(Assignment): Below are the records; copy each line in them that holds the word "stream".

(Data records):
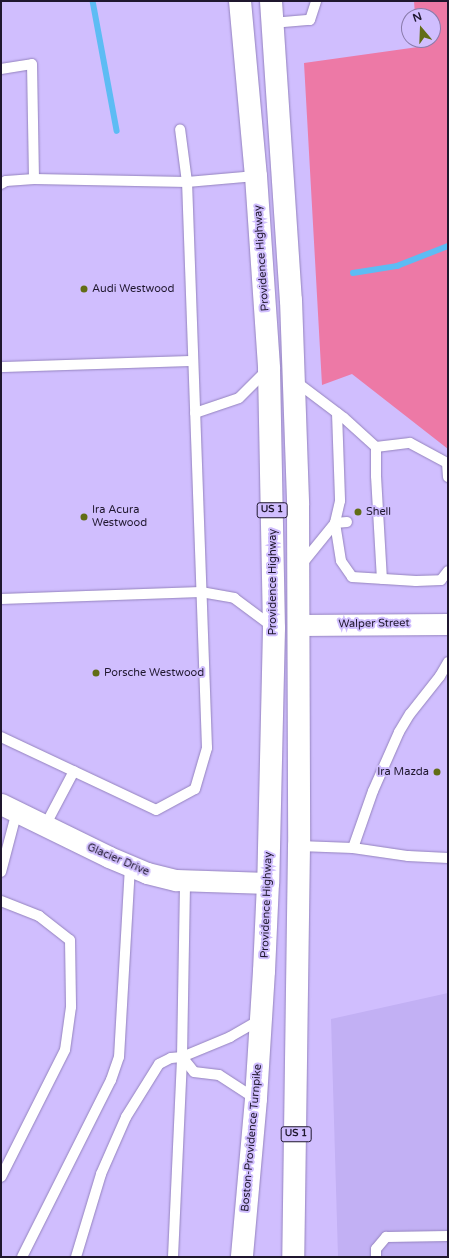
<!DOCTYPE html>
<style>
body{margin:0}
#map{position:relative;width:449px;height:1258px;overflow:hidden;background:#d0befe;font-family:"Varela Round",sans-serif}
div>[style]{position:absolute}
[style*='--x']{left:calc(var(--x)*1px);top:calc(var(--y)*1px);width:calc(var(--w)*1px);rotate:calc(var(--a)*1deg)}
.built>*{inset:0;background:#c2b0f4}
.green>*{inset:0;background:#ed79a6}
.stream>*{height:5.5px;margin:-2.75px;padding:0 2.75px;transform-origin:2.75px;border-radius:2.75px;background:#5dbcf4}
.roads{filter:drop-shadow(0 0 1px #9483be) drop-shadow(0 0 1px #9483be)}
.service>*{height:10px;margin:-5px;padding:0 5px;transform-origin:5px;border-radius:5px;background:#fff}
.minor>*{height:21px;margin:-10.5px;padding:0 10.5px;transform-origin:10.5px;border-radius:10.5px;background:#fff}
.primary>*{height:22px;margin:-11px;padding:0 11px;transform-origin:11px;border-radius:11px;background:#fff}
.dots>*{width:11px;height:11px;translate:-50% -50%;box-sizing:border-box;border:2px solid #d0befe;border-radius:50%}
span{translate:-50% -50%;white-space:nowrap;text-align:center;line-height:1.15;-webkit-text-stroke:4px #d0befe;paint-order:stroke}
.shield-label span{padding:1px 3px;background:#d0befe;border:1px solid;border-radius:3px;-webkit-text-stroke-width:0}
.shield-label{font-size:10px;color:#1f172e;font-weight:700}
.street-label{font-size:11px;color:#1f172e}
.poi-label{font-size:11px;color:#1f172e}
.left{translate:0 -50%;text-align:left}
.right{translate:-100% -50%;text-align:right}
.frame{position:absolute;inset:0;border:2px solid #1f172e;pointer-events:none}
.north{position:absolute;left:401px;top:8px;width:40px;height:40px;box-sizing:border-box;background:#d0befe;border:1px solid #897bab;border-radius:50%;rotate:341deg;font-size:11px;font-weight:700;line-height:16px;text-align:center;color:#1f172e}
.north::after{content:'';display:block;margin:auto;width:14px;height:18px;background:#626d16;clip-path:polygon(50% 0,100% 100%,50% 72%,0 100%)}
</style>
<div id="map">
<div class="built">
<div style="clip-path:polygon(448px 993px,448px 1257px,338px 1257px,331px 1019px)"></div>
</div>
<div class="green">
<div style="clip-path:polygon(414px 1px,448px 1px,448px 449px,352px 374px,322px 385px,304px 63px,418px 47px,418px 40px,433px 40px,433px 16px,415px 16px)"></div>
</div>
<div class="stream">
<div style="--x:93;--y:1;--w:132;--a:79.5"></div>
<div style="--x:353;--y:273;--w:45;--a:-9"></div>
<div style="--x:397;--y:266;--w:55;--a:-21.4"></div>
</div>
<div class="roads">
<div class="service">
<div style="--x:272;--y:23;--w:38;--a:-5"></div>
<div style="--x:310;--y:20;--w:20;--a:-72"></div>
<div style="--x:1;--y:69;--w:31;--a:-9"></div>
<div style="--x:32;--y:64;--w:115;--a:89"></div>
<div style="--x:1;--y:184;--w:6;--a:-31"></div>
<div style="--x:6;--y:181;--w:28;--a:-4"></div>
<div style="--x:34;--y:179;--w:153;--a:1.1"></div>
<div style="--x:187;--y:182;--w:69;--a:-5"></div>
<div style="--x:1;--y:367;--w:192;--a:-1.8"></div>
<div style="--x:295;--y:381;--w:61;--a:37.1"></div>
<div style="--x:344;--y:418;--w:43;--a:42.2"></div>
<div style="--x:376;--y:447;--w:29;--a:90"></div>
<div style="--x:376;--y:476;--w:103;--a:86.7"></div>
<div style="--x:195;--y:413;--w:46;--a:-18.8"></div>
<div style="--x:239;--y:398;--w:40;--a:-45"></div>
<div style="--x:337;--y:413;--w:88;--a:88"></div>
<div style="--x:340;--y:501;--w:23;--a:103"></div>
<div style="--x:335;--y:523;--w:38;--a:81"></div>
<div style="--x:341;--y:561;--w:19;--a:55"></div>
<div style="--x:352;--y:577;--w:64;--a:3.6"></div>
<div style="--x:416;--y:581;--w:25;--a:-2"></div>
<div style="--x:441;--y:580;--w:11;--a:-52"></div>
<div style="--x:376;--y:447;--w:34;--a:-7"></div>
<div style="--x:410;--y:443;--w:42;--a:28.4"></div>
<div style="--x:447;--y:463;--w:14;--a:86"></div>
<div style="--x:301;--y:565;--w:54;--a:-51"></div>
<div style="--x:335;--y:523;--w:12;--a:-5"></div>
<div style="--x:1;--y:599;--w:200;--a:-2"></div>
<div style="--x:201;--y:592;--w:34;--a:10"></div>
<div style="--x:234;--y:598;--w:49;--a:36.6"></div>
<div style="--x:1;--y:737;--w:171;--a:25.2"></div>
<div style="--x:156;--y:810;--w:44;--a:-28.3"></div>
<div style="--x:195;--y:789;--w:43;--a:-73.7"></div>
<div style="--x:207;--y:748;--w:566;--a:-92.02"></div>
<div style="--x:187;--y:182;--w:53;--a:-97.5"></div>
<div style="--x:45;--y:826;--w:62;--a:-62.2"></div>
<div style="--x:299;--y:846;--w:54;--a:2.1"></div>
<div style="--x:353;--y:848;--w:56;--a:8.3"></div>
<div style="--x:408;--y:856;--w:40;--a:2.9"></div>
<div style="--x:353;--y:848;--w:60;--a:-70.7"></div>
<div style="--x:373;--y:791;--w:64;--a:-66.2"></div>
<div style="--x:399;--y:732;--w:21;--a:-59"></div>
<div style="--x:410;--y:714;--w:48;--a:-51.7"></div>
<div style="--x:440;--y:676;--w:16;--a:-60"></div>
<div style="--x:1;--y:872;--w:63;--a:-75.3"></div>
<div style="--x:1;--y:901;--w:41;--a:21.5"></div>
<div style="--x:39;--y:916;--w:39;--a:38"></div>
<div style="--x:70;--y:940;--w:67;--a:89.1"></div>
<div style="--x:71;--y:1007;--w:43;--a:97.9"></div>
<div style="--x:65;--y:1050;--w:142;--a:116.7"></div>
<div style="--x:182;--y:1057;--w:19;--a:51"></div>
<div style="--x:194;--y:1072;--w:25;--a:7"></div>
<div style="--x:219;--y:1075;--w:44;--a:33"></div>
<div style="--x:22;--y:1257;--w:198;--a:-63.3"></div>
<div style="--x:111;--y:1080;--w:24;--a:-71"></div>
<div style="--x:119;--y:1057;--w:190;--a:-86.7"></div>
<div style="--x:76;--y:1257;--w:87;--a:-73.2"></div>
<div style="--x:101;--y:1174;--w:62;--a:-66.3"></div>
<div style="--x:126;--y:1117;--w:62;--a:-58.1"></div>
<div style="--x:159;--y:1064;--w:13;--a:-27"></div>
<div style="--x:171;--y:1058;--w:11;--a:-5"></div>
<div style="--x:182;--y:1057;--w:52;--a:-22.6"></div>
<div style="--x:230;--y:1037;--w:34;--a:-30"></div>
<div style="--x:173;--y:1257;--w:200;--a:-87.4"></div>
<div style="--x:182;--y:1057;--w:177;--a:-89"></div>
<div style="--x:376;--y:1257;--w:8;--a:-90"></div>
<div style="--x:376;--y:1249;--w:16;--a:-50"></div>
<div style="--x:386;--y:1237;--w:62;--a:-0.9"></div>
</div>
<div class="minor">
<div style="--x:299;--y:625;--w:149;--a:-0.4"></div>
<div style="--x:1;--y:804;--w:120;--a:26.1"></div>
<div style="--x:109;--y:857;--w:41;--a:22.8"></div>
<div style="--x:147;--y:873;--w:30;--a:14"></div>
<div style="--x:176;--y:880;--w:92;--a:1.9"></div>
</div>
<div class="primary">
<div style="--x:240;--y:1;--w:176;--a:84.8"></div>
<div style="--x:256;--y:176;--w:193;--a:86.1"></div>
<div style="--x:269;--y:369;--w:259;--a:88.9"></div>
<div style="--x:274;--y:628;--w:255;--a:91.3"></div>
<div style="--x:268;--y:883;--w:88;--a:92.6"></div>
<div style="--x:264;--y:971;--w:128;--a:93.6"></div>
<div style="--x:256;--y:1099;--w:159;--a:95.1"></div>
<div style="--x:271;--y:1;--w:300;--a:86.2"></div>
<div style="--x:291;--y:300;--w:205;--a:88"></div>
<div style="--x:298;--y:505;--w:341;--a:89.8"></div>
<div style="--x:299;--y:846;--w:411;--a:90.8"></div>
</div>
</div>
<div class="dots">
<div style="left:84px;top:289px;background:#626d16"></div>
<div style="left:358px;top:512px;background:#626d16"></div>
<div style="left:84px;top:517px;background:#626d16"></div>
<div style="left:96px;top:673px;background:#626d16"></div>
<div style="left:437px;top:772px;background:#626d16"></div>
</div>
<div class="shield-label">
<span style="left:272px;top:510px">US 1</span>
<span style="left:296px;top:1134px">US 1</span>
</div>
<div class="street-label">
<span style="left:262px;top:258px;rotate:-94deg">Providence Highway</span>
<span style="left:273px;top:582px;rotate:-90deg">Providence Highway</span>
<span style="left:374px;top:624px;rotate:-1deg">Walper Street</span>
<span style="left:118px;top:860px;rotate:23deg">Glacier Drive</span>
<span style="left:267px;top:905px;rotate:-88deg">Providence Highway</span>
<span style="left:252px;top:1138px;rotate:-85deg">Boston-Providence Turnpike</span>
</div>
<div class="poi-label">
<span class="left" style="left:92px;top:289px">Audi Westwood</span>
<span class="left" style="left:92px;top:517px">Ira Acura<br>Westwood</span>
<span class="left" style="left:366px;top:512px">Shell</span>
<span class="left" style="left:104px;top:673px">Porsche Westwood</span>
<span class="right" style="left:429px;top:772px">Ira Mazda</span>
</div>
<div class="frame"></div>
<div class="north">N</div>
</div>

(Solution to this task):
.stream>*{height:5.5px;margin:-2.75px;padding:0 2.75px;transform-origin:2.75px;border-radius:2.75px;background:#5dbcf4}
<div class="stream">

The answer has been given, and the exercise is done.